This technote caught my eye when @db2_support tweeted it the other day ago. It was titled as “DB2 might choose a sub-optimal query execution plan due to distribution statistics”. The title alone intrigued me. As I read through, I thought that I needed to do a bit of investigation to better understand the issue. It also seemed like something I could write a query or two to investigate and see if it was occurring in my databases.
Description of the Issue
This particular problem appears to be based on the fact that DB2’s runstats utility only looks at the first 32 characters of a longer text field when collecting distribution statistics. I always recommend distribution statistics because the more information the DB2 optimizer has, the more likely it is to generate a truly great access plan.
Distribution statistics means the quantiles and frequently occurring values are stored in SYSSTAT.COLDIST. By default, distribution statistics will store the 10 most frequently occurring values and 20 quantile values.

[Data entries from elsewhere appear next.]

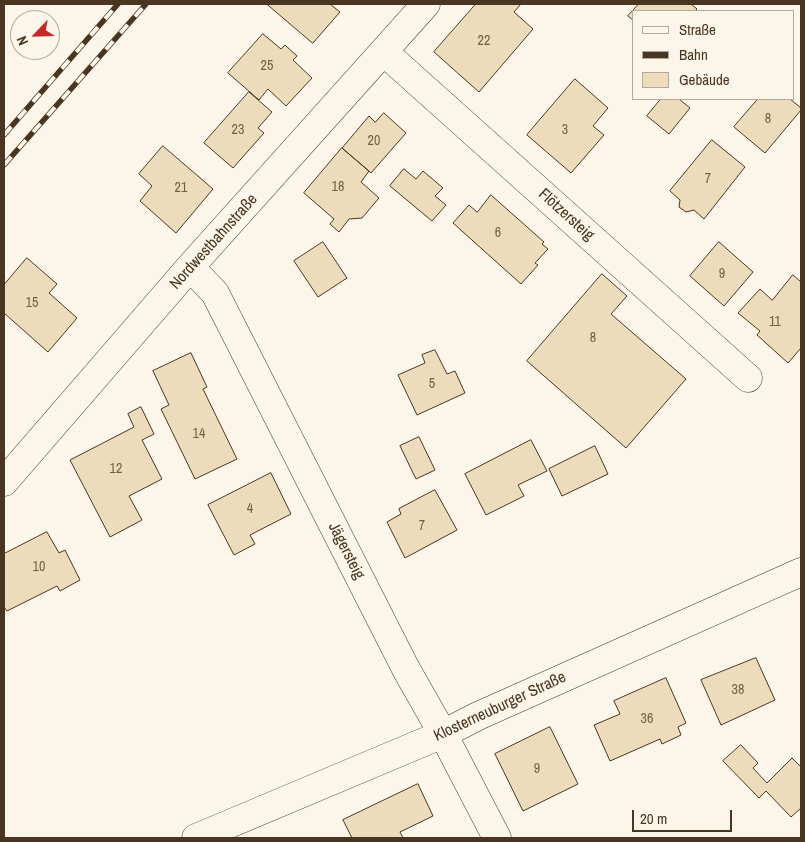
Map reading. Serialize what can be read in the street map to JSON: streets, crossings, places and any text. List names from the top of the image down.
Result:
{
  "streets": {
    "street": [
      "Flötzersteig",
      "Nordwestbahnstraße",
      "Jägersteig",
      "Klosterneuburger Straße"
    ]
  },
  "crossings": [
    ["Flötzersteig", "Nordwestbahnstraße"],
    ["Nordwestbahnstraße", "Jägersteig"],
    ["Jägersteig", "Klosterneuburger Straße"]
  ],
  "house_numbers": [
    "22",
    "25",
    "8",
    "23",
    "3",
    "20",
    "7",
    "18",
    "21",
    "6",
    "9",
    "15",
    "11",
    "8",
    "5",
    "14",
    "12",
    "4",
    "7",
    "10",
    "38",
    "36",
    "9"
  ],
  "legend": ["Straße", "Bahn", "Gebäude"],
  "scale_bar": "20 m",
  "north": "bottom left"
}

Quantile values means that DB2 stores the value found 1/20th of the way through the table. If the table had just 20 rows, this means that every value would be stored. If the table had 40 values for this column, every other would be stored. With the default settings, 20 quantile values are stored for each and every column in each and every table, no matter what the size of the table.
The problem appears to be that the runstats utility considers only the first 32 characters of a string, no matter what the length of that string is. This presents a problem because DB2 relies on these values to estimate how many rows a query will return. If DB2 estimates incorrectly, it might choose the wrong access path to retrieve the data, possibly resulting in a query that performs worse than it might.
I have a fair number of mid-sized (50-1000 character) VARCHAR fields in the WebSphere Commerce databases that I support. I could also immediately think of two tables where it would be likely that I would have fields where the first 32 characters were the same, but the string was different later on.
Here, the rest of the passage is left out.